= What needs to be done =
Output the data below exactly.

====== Records shown

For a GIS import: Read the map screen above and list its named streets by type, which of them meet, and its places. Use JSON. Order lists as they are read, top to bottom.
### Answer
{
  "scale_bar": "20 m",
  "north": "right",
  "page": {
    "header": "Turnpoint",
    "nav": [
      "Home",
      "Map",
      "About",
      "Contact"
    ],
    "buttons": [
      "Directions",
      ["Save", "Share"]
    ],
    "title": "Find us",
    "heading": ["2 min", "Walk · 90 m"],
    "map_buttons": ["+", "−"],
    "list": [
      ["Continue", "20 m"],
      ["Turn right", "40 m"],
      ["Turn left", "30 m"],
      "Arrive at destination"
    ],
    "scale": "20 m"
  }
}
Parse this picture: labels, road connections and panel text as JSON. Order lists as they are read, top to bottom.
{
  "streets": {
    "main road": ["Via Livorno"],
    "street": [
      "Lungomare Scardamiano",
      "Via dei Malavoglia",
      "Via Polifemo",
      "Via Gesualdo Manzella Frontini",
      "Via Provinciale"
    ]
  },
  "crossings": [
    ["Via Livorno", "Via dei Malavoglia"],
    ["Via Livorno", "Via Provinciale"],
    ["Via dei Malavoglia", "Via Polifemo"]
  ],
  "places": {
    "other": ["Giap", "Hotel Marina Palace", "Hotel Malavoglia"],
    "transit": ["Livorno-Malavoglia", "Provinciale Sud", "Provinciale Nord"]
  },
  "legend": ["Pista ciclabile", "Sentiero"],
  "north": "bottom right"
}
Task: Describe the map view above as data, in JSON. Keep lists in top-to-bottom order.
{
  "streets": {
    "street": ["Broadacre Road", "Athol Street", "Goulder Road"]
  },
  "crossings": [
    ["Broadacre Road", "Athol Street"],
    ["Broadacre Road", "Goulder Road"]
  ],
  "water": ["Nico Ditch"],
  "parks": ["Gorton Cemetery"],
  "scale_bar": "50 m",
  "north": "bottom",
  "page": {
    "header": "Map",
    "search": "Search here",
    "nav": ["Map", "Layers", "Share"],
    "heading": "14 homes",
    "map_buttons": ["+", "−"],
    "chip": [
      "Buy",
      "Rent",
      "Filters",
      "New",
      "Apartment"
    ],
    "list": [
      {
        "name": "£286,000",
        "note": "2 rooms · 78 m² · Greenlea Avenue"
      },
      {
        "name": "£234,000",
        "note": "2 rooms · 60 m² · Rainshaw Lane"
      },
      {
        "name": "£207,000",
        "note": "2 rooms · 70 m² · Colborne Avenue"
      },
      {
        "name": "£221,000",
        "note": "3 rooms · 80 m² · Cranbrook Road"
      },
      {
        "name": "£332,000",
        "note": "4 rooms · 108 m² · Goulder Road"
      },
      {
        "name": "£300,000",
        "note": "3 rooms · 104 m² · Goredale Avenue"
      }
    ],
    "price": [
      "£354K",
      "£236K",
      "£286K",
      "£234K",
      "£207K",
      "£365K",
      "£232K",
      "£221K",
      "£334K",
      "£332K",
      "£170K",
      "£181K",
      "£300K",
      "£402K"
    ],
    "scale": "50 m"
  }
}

============

= Task output =
For a GIS import: Read the map screen above and list its named streets by type, which of them meet, and its places. Use JSON. Order lists as they are read, top to bottom.
### Answer
{
  "scale_bar": "20 m",
  "north": "right",
  "page": {
    "header": "Turnpoint",
    "nav": [
      "Home",
      "Map",
      "About",
      "Contact"
    ],
    "buttons": [
      "Directions",
      ["Save", "Share"]
    ],
    "title": "Find us",
    "heading": ["2 min", "Walk · 90 m"],
    "map_buttons": ["+", "−"],
    "list": [
      ["Continue", "20 m"],
      ["Turn right", "40 m"],
      ["Turn left", "30 m"],
      "Arrive at destination"
    ],
    "scale": "20 m"
  }
}
Parse this picture: labels, road connections and panel text as JSON. Order lists as they are read, top to bottom.
{
  "streets": {
    "main road": ["Via Livorno"],
    "street": [
      "Lungomare Scardamiano",
      "Via dei Malavoglia",
      "Via Polifemo",
      "Via Gesualdo Manzella Frontini",
      "Via Provinciale"
    ]
  },
  "crossings": [
    ["Via Livorno", "Via dei Malavoglia"],
    ["Via Livorno", "Via Provinciale"],
    ["Via dei Malavoglia", "Via Polifemo"]
  ],
  "places": {
    "other": ["Giap", "Hotel Marina Palace", "Hotel Malavoglia"],
    "transit": ["Livorno-Malavoglia", "Provinciale Sud", "Provinciale Nord"]
  },
  "legend": ["Pista ciclabile", "Sentiero"],
  "north": "bottom right"
}
Task: Describe the map view above as data, in JSON. Keep lists in top-to-bottom order.
{
  "streets": {
    "street": ["Broadacre Road", "Athol Street", "Goulder Road"]
  },
  "crossings": [
    ["Broadacre Road", "Athol Street"],
    ["Broadacre Road", "Goulder Road"]
  ],
  "water": ["Nico Ditch"],
  "parks": ["Gorton Cemetery"],
  "scale_bar": "50 m",
  "north": "bottom",
  "page": {
    "header": "Map",
    "search": "Search here",
    "nav": ["Map", "Layers", "Share"],
    "heading": "14 homes",
    "map_buttons": ["+", "−"],
    "chip": [
      "Buy",
      "Rent",
      "Filters",
      "New",
      "Apartment"
    ],
    "list": [
      {
        "name": "£286,000",
        "note": "2 rooms · 78 m² · Greenlea Avenue"
      },
      {
        "name": "£234,000",
        "note": "2 rooms · 60 m² · Rainshaw Lane"
      },
      {
        "name": "£207,000",
        "note": "2 rooms · 70 m² · Colborne Avenue"
      },
      {
        "name": "£221,000",
        "note": "3 rooms · 80 m² · Cranbrook Road"
      },
      {
        "name": "£332,000",
        "note": "4 rooms · 108 m² · Goulder Road"
      },
      {
        "name": "£300,000",
        "note": "3 rooms · 104 m² · Goredale Avenue"
      }
    ],
    "price": [
      "£354K",
      "£236K",
      "£286K",
      "£234K",
      "£207K",
      "£365K",
      "£232K",
      "£221K",
      "£334K",
      "£332K",
      "£170K",
      "£181K",
      "£300K",
      "£402K"
    ],
    "scale": "50 m"
  }
}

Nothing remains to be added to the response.